Recently, some reports showed that C-11metomidate (MTO)-PET/CT is a sensitive and specific noninvasive alternative to AVS for lateralizing aldosterone secretion by Conn's adenoma (12). C-11 metomidate, a potent inhibitor of 11B-hydroylase andaldosterone synthase, has been advanced as a positron emission tomography (PET) radiotracer (12).

There was a case report of an adrenocortical adenoma with an increased FDG uptake in patient with subclinical Cushing's syndrome (13). That case suggested that increased FDG uptake may be relevant to hormonal function of an adrenocortical adeoma by glucose metabolism, even in a completely asymptomatic normocortisolism patient.

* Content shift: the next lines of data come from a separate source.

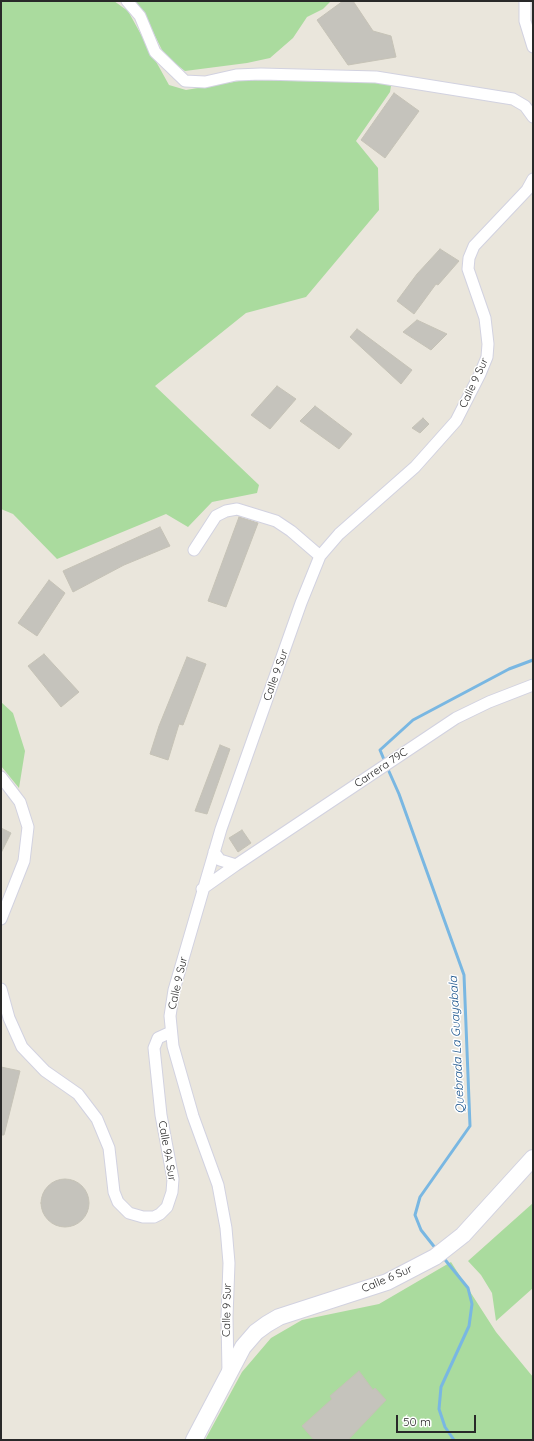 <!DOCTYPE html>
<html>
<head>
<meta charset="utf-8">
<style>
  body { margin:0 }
  #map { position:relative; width:534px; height:1441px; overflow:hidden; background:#eae6dc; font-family:Quicksand,sans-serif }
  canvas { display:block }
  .frame { position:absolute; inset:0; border:2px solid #292929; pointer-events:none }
  .scale { position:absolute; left:396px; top:1415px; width:80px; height:18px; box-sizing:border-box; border:2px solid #292929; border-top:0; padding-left:5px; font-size:12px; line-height:14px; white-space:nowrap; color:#292929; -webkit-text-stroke:3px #fff; paint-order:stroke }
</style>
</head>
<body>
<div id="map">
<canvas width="534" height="1441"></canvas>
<div class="frame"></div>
<div class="scale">50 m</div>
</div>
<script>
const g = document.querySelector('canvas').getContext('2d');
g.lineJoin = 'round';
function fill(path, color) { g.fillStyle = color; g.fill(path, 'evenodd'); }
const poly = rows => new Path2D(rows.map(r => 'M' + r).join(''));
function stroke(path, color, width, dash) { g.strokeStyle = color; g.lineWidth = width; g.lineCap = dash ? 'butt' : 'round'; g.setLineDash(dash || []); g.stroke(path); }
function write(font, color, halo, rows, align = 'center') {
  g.font = font + ' Quicksand,sans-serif'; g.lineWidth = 3; g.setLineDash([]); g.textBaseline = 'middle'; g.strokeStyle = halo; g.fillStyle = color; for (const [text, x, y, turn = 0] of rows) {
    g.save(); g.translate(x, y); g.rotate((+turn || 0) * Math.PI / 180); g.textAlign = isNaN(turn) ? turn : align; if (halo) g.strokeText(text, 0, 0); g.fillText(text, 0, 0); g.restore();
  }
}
fill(poly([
  [1,1,114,1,128,11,169,85,186,90,245,80,386,83,391,86,390,92,356,141,378,168,379,210,306,297,246,313,155,386,259,485,257,493,212,502,188,527,166,514,57,559,13,514,1,509],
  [133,1,331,1,323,9,307,17,293,38,270,58,247,63,185,71,165,56,145,16],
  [1,702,13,713,25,751,19,788,1,766],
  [533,1203,533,1288,496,1321,492,1293,481,1275,468,1261],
  [451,1262,496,1332,533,1377,533,1440,205,1440,242,1372,271,1338,302,1320,379,1304]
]), '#aadb9e');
stroke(poly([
  [385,762,380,750,413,720,509,669,533,660],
  [387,767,399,794,464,975,470,1126,420,1197,415,1215,421,1230,436,1249],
  [442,1256,468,1288,472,1304,469,1326,441,1387,439,1409,445,1427,454,1440]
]), '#79b7e2', 3);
const building = poly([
  [343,1,353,1,373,31,391,36,396,57,348,65,317,20,343,1],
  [394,93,419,111,385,158,361,140,394,93],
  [440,249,459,261,438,285,436,284,414,314,397,301,417,274,440,249],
  [417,320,447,334,431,350,403,332,417,320],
  [357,329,412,370,401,384,350,337,357,329],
  [277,386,296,399,270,429,251,415,277,386],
  [315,406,352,434,339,449,300,421,315,406],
  [423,418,429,424,420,433,412,428,423,418],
  [239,517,258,523,226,607,208,601,239,517],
  [160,527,170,546,124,565,73,592,63,571,160,527],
  [49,580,65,593,37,636,18,623,49,580],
  [44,654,79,692,61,707,28,666,44,654],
  [187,657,206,664,183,725,179,724,168,760,150,754,159,726,187,657],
  [220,745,230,749,207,814,195,811,220,745],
  [1,828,11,833,1,853,1,828],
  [242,830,251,843,238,852,229,838,242,830],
  [1,1067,20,1071,4,1135,1,1135,1,1067],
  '41 1203a24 24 0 1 1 48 0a24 24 0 1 1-48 0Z',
  [359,1371,373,1390,375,1388,386,1400,348,1440,314,1440,302,1426,332,1399,330,1396,359,1371]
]);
fill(building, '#c5c3bc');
stroke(building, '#c5c2b6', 1);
const street = poly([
  [127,1,140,16,155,52,185,81,205,82,236,75,261,74,376,77,513,99,525,106,533,117],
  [525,1,525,21,533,47],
  [194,550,216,516,226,511,237,509,276,521,291,531,320,556],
  [1,777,20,802,28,827,24,861,1,919],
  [214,852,220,860,236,865],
  [202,889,236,865,456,718,489,702,533,685],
  [1,989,9,1018,22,1047,45,1071,78,1094,97,1119,109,1148,114,1192,118,1202,129,1213,143,1217,154,1217,160,1214,167,1207,172,1192,173,1179,161,1115,154,1048,158,1038,171,1032],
  [228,1373,227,1317,229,1263,226,1228,218,1185,193,1116,173,1046,170,1016,174,990,221,829,301,603,320,556,339,534,415,467,456,421,480,374,487,357,488,344,485,318,468,269,469,258,474,246,527,190,533,179]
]);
const secondary = poly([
  [194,1440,243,1347,256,1332,267,1324,279,1317,387,1282,435,1257,463,1235,533,1158]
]);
stroke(street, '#d2d2e0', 13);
stroke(secondary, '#d2d2e0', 18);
stroke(street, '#fff', 11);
stroke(secondary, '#fff', 16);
write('11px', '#292929', '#fff', [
  ["Calle 9 Sur",474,383,-65],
  ["Calle 9 Sur",276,675,-70],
  ["Carrera 79C",381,768,-34],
  ["Calle 9 Sur",178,983,-77],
  ["Calle 9A Sur",167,1151,80],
  ["Calle 6 Sur",387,1279,-23],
  ["Calle 9 Sur",227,1310,-89]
]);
write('italic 12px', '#1b548c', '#fff', [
  ["Quebrada La Guayabala",457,1045,-93]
]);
</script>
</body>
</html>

About increased FDG uptake, our case may be related with similar mechanism.

In our case, F-18 FDG-PET/CT was helpful in characterizing adrenal masses and was consistent with the results of AVS, the conventional diagnostic study. Although there are some limitations of F-18 FDG PET/CT in the routine evaluation of adrenal incidentalomas, we propose that F-18 FDG PET/CT can play an additional role for identifying functioning adrenal tumor as an alternative to adrenal venous sampling. Especially in the absence of pre-existing malignancy.